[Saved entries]
Segment Open

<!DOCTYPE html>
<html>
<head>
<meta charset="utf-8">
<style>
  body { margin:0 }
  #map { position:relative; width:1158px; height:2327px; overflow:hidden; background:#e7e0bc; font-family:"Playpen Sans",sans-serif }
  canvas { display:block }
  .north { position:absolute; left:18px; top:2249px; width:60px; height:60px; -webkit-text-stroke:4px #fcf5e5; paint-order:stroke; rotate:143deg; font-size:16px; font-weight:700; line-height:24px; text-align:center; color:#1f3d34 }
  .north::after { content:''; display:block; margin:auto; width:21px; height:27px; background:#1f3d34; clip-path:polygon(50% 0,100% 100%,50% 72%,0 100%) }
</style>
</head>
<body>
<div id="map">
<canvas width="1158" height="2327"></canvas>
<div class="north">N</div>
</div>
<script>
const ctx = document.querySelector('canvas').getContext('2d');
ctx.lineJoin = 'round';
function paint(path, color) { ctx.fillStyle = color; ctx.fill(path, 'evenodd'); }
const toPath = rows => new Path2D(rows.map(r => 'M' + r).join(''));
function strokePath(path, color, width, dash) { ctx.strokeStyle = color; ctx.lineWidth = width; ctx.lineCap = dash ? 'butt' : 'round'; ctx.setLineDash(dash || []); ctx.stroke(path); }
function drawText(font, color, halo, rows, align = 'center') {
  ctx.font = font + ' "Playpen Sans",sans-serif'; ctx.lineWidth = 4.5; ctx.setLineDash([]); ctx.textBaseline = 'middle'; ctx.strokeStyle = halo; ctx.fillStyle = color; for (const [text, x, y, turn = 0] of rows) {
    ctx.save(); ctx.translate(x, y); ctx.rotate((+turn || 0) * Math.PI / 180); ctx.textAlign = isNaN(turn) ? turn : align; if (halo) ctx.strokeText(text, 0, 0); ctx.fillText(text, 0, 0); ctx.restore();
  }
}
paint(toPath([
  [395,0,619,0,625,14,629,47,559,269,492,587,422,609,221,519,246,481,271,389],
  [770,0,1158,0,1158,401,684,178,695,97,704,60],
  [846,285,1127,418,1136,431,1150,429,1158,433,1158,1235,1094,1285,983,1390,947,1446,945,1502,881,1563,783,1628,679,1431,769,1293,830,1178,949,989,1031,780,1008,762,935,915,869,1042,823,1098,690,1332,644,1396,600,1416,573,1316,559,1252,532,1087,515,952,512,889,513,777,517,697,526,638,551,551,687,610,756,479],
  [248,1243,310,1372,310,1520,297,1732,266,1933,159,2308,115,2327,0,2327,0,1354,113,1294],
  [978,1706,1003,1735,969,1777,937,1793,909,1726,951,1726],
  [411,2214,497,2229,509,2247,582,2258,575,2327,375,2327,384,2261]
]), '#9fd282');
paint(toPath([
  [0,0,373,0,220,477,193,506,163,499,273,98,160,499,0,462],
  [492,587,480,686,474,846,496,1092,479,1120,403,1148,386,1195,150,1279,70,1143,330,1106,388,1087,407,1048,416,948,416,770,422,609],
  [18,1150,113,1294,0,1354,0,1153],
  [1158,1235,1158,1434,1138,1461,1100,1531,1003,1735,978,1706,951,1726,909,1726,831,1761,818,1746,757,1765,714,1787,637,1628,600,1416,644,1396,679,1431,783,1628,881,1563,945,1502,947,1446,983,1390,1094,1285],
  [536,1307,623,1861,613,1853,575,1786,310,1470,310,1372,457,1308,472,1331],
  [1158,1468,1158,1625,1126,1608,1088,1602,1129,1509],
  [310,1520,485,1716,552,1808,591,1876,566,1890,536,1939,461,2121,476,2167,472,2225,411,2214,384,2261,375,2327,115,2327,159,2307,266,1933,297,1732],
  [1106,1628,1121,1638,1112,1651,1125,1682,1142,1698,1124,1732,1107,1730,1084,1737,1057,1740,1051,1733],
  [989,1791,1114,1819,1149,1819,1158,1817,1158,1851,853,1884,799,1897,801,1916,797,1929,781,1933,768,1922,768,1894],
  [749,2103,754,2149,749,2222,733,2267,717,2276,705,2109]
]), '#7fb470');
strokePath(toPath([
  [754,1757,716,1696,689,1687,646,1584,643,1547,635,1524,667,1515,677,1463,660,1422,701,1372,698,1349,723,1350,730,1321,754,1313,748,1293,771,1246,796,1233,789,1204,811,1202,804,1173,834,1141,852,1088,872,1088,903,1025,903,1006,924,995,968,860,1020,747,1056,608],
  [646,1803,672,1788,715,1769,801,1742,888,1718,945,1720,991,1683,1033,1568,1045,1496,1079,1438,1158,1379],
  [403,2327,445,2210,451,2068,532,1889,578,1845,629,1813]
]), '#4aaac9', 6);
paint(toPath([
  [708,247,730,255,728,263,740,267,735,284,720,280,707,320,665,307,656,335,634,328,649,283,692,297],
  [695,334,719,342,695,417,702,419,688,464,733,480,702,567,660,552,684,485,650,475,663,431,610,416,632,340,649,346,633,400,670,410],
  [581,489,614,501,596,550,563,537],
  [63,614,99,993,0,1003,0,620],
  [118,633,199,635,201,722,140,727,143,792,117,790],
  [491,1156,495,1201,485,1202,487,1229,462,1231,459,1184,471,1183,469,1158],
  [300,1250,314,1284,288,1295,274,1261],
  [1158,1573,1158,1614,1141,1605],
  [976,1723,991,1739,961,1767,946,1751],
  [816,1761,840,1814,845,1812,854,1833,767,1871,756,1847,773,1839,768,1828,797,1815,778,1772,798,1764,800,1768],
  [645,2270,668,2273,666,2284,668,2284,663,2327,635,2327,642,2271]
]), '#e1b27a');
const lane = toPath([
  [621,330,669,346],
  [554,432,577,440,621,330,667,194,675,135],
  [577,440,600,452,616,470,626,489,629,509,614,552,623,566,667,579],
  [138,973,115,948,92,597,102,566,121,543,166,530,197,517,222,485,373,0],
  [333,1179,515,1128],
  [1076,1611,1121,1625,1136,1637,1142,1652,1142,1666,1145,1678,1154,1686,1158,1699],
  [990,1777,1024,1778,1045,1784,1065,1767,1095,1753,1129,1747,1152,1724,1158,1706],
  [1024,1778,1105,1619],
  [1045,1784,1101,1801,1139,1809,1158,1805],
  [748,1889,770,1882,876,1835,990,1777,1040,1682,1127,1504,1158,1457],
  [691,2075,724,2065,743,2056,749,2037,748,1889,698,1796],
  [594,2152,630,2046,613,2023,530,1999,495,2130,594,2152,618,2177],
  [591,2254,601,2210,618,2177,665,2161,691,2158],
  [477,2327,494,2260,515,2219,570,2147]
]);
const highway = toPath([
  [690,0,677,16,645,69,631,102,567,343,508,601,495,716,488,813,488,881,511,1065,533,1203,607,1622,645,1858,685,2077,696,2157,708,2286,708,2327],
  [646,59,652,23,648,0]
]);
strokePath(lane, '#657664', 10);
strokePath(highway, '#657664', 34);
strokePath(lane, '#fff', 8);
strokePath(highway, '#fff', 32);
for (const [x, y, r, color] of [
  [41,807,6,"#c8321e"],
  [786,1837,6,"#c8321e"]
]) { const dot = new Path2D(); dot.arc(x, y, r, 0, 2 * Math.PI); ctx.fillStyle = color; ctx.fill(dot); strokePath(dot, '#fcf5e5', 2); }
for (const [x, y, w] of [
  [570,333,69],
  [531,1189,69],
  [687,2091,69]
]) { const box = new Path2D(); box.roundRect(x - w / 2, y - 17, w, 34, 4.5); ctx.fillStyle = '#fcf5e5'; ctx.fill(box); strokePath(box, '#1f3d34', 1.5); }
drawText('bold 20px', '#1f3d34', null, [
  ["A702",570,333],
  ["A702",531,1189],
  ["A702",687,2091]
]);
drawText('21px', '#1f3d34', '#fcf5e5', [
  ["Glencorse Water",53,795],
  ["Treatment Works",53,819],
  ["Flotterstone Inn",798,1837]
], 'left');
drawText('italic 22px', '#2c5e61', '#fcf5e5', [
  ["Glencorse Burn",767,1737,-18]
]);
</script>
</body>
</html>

Segment Closed

TASK OBJECTIVE: Each line above that contains "Glencorse" counts once; report the resulting number and nothing else.

ANSWER AREA: 2